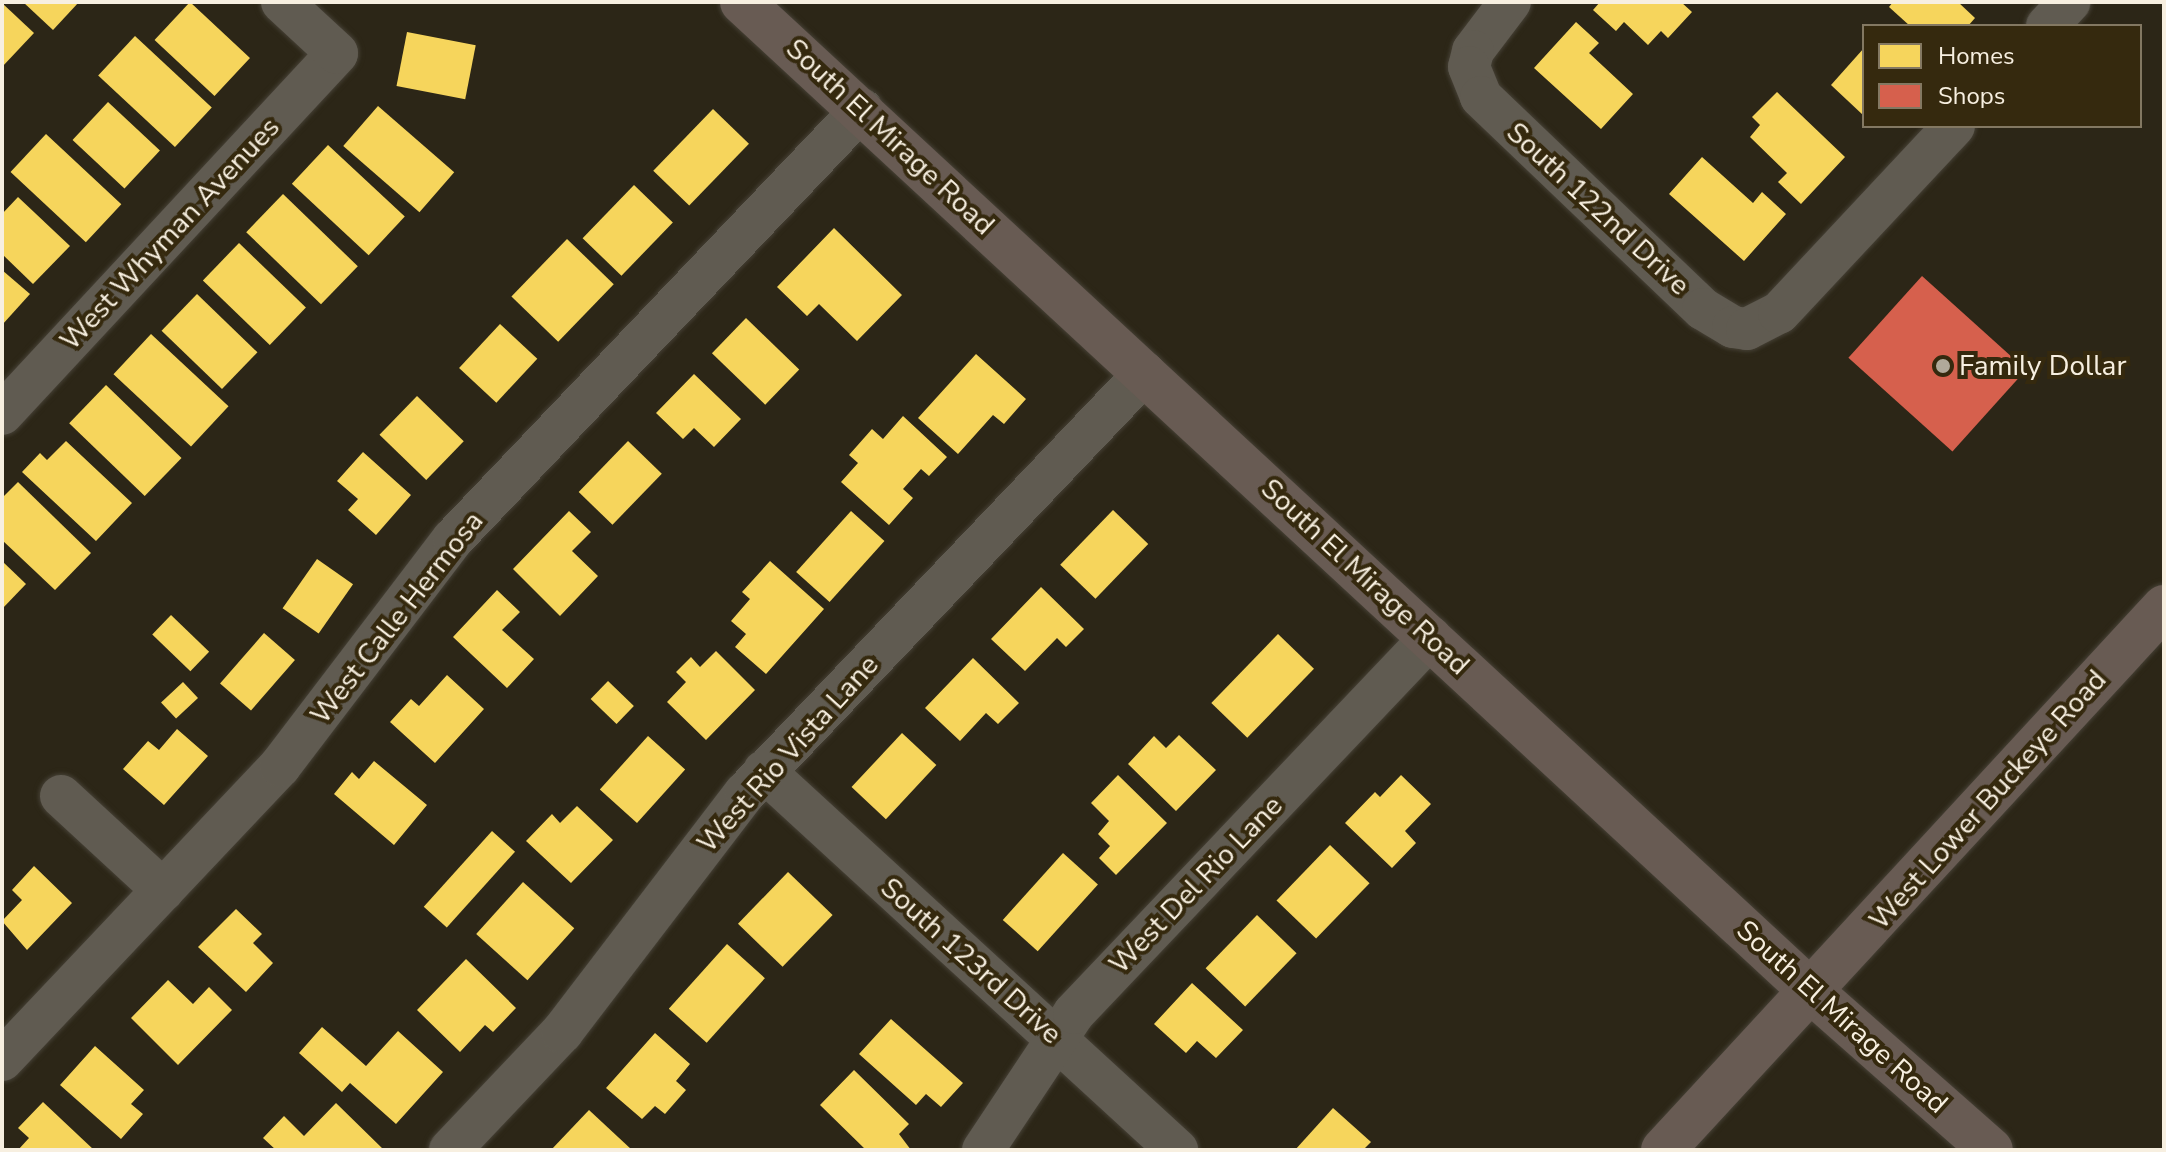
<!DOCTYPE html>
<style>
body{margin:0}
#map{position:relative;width:2166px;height:1152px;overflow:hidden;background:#2c2617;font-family:"Nunito Sans",sans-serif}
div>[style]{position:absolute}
.homes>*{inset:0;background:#f6d55c;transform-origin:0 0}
.shops>*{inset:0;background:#d6604d;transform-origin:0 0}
.roads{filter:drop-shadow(0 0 2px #454035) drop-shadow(0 0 2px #454035)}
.minor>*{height:42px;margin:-21px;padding:0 21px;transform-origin:21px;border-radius:21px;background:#605b51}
.major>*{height:44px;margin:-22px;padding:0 22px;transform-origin:22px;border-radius:22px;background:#685b53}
.dots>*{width:22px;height:22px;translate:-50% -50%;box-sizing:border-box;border:4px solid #35290e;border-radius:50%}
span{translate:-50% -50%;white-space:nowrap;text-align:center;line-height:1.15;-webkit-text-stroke:8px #35290e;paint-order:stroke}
.street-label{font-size:28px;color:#f7efe0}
.poi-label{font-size:28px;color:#f7efe0}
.left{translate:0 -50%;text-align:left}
.frame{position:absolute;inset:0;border:4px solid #f7efe0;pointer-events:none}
.legend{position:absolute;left:1862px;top:24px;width:280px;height:104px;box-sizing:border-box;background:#35290e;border:2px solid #837862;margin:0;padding:10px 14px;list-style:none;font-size:24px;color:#f7efe0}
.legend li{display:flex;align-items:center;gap:16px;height:40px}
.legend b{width:40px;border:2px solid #837862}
</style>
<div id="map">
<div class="homes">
<i style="clip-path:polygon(23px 2px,79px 2px,53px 30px)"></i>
<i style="left:190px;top:2px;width:82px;height:52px;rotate:43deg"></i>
<i style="clip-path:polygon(1600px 2px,1681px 2px,1692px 12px,1668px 38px,1661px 31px,1648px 45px,1624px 22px,1616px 31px,1593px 10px)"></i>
<i style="clip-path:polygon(1893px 2px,1958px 2px,1975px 18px,1968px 26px,1910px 26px,1889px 7px)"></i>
<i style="clip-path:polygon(2px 3px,34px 33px,2px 67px)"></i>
<i style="clip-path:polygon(1576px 22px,1599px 43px,1589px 53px,1633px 94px,1601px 129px,1534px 68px)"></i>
<i style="left:407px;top:32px;width:70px;height:55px;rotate:11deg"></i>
<i style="left:135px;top:36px;width:105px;height:54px;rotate:43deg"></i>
<i style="clip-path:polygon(1864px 48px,1864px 116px,1831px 85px)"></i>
<i style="clip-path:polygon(1777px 92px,1845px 157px,1801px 204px,1778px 182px,1787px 173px,1750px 137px,1760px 125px,1752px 117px)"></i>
<i style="left:108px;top:102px;width:71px;height:52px;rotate:43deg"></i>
<i style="left:378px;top:106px;width:101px;height:53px;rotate:41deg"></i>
<i style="left:713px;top:109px;width:50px;height:86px;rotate:44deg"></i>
<i style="left:46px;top:134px;width:103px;height:52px;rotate:43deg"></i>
<i style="left:328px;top:145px;width:105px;height:53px;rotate:43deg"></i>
<i style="clip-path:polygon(1702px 157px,1753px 203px,1762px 192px,1786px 214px,1744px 261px,1669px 194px)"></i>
<i style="left:634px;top:185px;width:54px;height:74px;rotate:44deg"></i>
<i style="left:283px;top:194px;width:104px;height:53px;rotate:44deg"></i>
<i style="clip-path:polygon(18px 197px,70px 246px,33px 284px,2px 254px,2px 214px)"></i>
<i style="clip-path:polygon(834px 228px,902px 295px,857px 341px,819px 304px,807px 316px,777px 287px)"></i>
<i style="left:567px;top:239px;width:65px;height:80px;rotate:44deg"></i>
<i style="left:239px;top:243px;width:93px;height:52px;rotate:44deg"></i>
<i style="clip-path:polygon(2px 270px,30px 294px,2px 325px)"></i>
<i style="left:197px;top:294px;width:84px;height:51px;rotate:44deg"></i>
<i style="left:746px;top:318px;width:74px;height:49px;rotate:44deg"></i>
<i style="left:500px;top:324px;width:51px;height:60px;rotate:43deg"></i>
<i style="left:151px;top:334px;width:106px;height:55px;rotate:43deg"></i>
<i style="clip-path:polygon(976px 354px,1026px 399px,1004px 424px,993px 415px,958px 454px,918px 418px)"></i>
<i style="clip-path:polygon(694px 374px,741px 419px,714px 447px,694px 428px,683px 439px,656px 413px)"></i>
<i style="left:106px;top:385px;width:105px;height:53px;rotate:44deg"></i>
<i style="left:417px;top:396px;width:65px;height:54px;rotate:44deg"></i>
<i style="clip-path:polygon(903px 416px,947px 457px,929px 476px,921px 469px,903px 489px,913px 498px,889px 525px,841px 482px,858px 463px,849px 455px,872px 429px,883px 439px)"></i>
<i style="clip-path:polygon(66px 441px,132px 503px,96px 541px,22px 472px,40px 453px,47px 460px)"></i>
<i style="left:628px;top:441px;width:47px;height:71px;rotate:44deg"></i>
<i style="clip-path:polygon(363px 452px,411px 495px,376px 535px,348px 510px,358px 499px,337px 481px)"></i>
<i style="clip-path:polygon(18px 482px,91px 553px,55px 590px,2px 540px,2px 498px)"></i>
<i style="left:1113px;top:510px;width:49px;height:76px;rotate:44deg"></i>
<i style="clip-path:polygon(569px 511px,591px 532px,572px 551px,598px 576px,560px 616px,513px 569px)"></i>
<i style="left:851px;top:511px;width:45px;height:82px;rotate:42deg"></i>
<i style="left:317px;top:559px;width:44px;height:60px;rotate:35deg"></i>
<i style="clip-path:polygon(2px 561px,26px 584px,2px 609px)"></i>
<i style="clip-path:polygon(770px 561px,824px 609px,766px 674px,735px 647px,746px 634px,731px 621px,750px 599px,742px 592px)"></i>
<i style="clip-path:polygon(1041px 587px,1084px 629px,1066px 647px,1057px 638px,1025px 671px,991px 639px)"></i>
<i style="clip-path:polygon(497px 590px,520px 612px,502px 630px,534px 659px,507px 688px,453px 637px)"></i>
<i style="left:171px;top:615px;width:53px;height:27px;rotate:44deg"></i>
<i style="left:264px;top:633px;width:41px;height:67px;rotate:41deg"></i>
<i style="left:1278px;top:634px;width:50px;height:96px;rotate:44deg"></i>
<i style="clip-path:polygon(716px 651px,755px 690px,706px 740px,667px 702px,686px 682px,676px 672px,691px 657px,700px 667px)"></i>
<i style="clip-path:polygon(973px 658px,1019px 703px,998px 724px,986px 713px,960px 741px,925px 708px)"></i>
<i style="clip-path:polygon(447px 675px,484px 709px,435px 763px,390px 722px,411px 699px,419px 706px)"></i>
<i style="left:608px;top:681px;width:36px;height:25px;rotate:44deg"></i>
<i style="left:183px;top:682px;width:22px;height:30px;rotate:47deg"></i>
<i style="clip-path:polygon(177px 729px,208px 756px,164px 805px,123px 769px,148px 741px,159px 750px)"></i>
<i style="left:902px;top:733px;width:47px;height:74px;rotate:43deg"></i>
<i style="clip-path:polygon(1179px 735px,1216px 770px,1176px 811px,1128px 764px,1154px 736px,1166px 748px)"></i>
<i style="left:648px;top:736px;width:50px;height:72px;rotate:42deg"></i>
<i style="clip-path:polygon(374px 761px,427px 805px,394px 845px,334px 794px,352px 772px,359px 779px)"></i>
<i style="clip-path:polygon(1118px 775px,1167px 823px,1116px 875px,1099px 858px,1110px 846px,1098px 834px,1109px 821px,1091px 803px)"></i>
<i style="clip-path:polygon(1401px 775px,1431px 804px,1405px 831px,1416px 843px,1392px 868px,1345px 823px,1375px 792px,1380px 797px)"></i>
<i style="clip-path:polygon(577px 806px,613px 840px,571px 883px,526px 841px,552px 814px,560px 823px)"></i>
<i style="left:492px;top:831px;width:31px;height:102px;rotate:42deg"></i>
<i style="left:1330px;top:845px;width:55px;height:77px;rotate:44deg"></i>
<i style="left:1063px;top:853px;width:47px;height:90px;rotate:42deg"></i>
<i style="clip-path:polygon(34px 866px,72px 903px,27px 950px,2px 921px,22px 900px,12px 890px)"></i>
<i style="left:788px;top:872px;width:62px;height:72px;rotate:44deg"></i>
<i style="left:523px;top:882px;width:69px;height:70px;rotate:42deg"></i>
<i style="clip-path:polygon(236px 909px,262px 934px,253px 943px,273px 963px,246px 992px,198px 947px)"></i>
<i style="left:1257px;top:915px;width:55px;height:74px;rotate:44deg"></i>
<i style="left:727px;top:944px;width:51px;height:87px;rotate:42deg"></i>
<i style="clip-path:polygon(466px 959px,516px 1008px,493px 1032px,485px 1025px,460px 1052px,417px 1010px)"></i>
<i style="clip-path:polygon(168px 980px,193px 1004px,209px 987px,232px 1010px,178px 1065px,131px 1018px)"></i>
<i style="clip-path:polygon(1192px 983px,1243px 1030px,1216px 1058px,1197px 1041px,1186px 1053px,1154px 1024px)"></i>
<i style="clip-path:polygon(891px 1019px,963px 1083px,941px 1107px,926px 1094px,916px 1105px,859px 1054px)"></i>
<i style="clip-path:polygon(322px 1027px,366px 1066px,398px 1031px,443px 1072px,396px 1124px,350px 1083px,342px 1092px,299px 1053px)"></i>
<i style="clip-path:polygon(655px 1033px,690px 1064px,676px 1081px,686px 1090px,665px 1114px,655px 1106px,642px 1119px,606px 1088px)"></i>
<i style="clip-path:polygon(95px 1046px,144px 1090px,131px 1104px,143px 1114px,121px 1139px,60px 1085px)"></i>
<i style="clip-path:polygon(854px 1070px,909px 1124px,899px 1134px,911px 1150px,866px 1150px,820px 1105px)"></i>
<i style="clip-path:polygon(43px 1102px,94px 1150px,18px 1150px,29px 1138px,18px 1128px)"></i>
<i style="clip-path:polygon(336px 1103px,384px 1150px,276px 1150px,263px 1138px,284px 1116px,304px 1136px)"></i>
<i style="clip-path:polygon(1333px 1108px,1371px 1142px,1363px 1150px,1295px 1150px)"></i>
<i style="clip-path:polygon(589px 1110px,632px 1150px,551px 1150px)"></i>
</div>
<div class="shops">
<i style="left:1922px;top:276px;width:140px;height:110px;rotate:42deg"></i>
</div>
<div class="roads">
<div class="minor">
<i style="left:1510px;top:2px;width:61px;rotate:127.1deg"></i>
<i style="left:1473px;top:51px;width:16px;rotate:104deg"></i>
<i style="left:1469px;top:67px;width:32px;rotate:68deg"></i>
<i style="left:1481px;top:97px;width:307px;rotate:43.7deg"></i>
<i style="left:1703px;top:309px;width:35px;rotate:31deg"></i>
<i style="left:1733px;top:327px;width:14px;rotate:8deg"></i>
<i style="left:1747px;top:329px;width:36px;rotate:-27deg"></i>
<i style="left:1779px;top:313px;width:256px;rotate:-46.9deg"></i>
<i style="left:2047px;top:26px;width:33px;rotate:-47deg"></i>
<i style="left:2px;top:414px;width:492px;rotate:-47.1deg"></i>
<i style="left:337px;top:53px;width:75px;rotate:-137.2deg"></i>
<i style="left:764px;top:771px;width:561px;rotate:42.54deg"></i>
<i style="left:61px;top:796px;width:139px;rotate:42.7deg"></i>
<i style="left:2px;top:1060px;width:405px;rotate:-46.6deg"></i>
<i style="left:280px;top:766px;width:285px;rotate:-52.7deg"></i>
<i style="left:453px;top:539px;width:593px;rotate:-46.43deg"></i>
<i style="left:450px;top:1150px;width:163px;rotate:-46.5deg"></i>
<i style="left:562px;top:1032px;width:301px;rotate:-52.6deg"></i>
<i style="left:745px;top:793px;width:580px;rotate:-46.4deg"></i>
<i style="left:983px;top:1150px;width:164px;rotate:-56.4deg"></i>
<i style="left:1074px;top:1013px;width:518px;rotate:-46.48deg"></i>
</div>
<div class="major">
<i style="left:742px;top:2px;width:1459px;rotate:42.78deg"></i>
<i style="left:1813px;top:993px;width:237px;rotate:41.4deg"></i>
<i style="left:1663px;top:1150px;width:739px;rotate:-47.3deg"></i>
</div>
</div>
<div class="dots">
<i style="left:1943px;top:366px;background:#b0a99a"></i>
</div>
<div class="street-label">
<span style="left:890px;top:137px;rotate:43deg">South El Mirage Road</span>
<span style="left:1598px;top:209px;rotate:43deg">South 122nd Drive</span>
<span style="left:170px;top:234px;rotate:-47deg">West Whyman Avenues</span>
<span style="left:1365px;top:577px;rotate:43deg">South El Mirage Road</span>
<span style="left:397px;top:618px;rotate:-52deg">West Calle Hermosa</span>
<span style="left:788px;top:754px;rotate:-48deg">West Rio Vista Lane</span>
<span style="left:1988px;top:800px;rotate:-48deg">West Lower Buckeye Road</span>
<span style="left:1196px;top:885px;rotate:-46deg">West Del Rio Lane</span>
<span style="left:971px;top:961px;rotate:42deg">South 123rd Drive</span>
<span style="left:1842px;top:1017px;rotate:42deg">South El Mirage Road</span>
</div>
<div class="poi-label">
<span class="left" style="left:1959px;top:366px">Family Dollar</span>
</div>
<div class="frame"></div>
<ul class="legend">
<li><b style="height:22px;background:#f6d55c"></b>Homes</li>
<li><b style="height:22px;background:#d6604d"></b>Shops</li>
</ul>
</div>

=-=-=-=-=

> Activity
Pictures are to be dropped; the lines from the start of the entries above through the line with "2px #454035) drop-shadow(0" are to be given again verbatim.

> Solved problem
<!DOCTYPE html>
<style>
body{margin:0}
#map{position:relative;width:2166px;height:1152px;overflow:hidden;background:#2c2617;font-family:"Nunito Sans",sans-serif}
div>[style]{position:absolute}
.homes>*{inset:0;background:#f6d55c;transform-origin:0 0}
.shops>*{inset:0;background:#d6604d;transform-origin:0 0}
.roads{filter:drop-shadow(0 0 2px #454035) drop-shadow(0 0 2px #454035)}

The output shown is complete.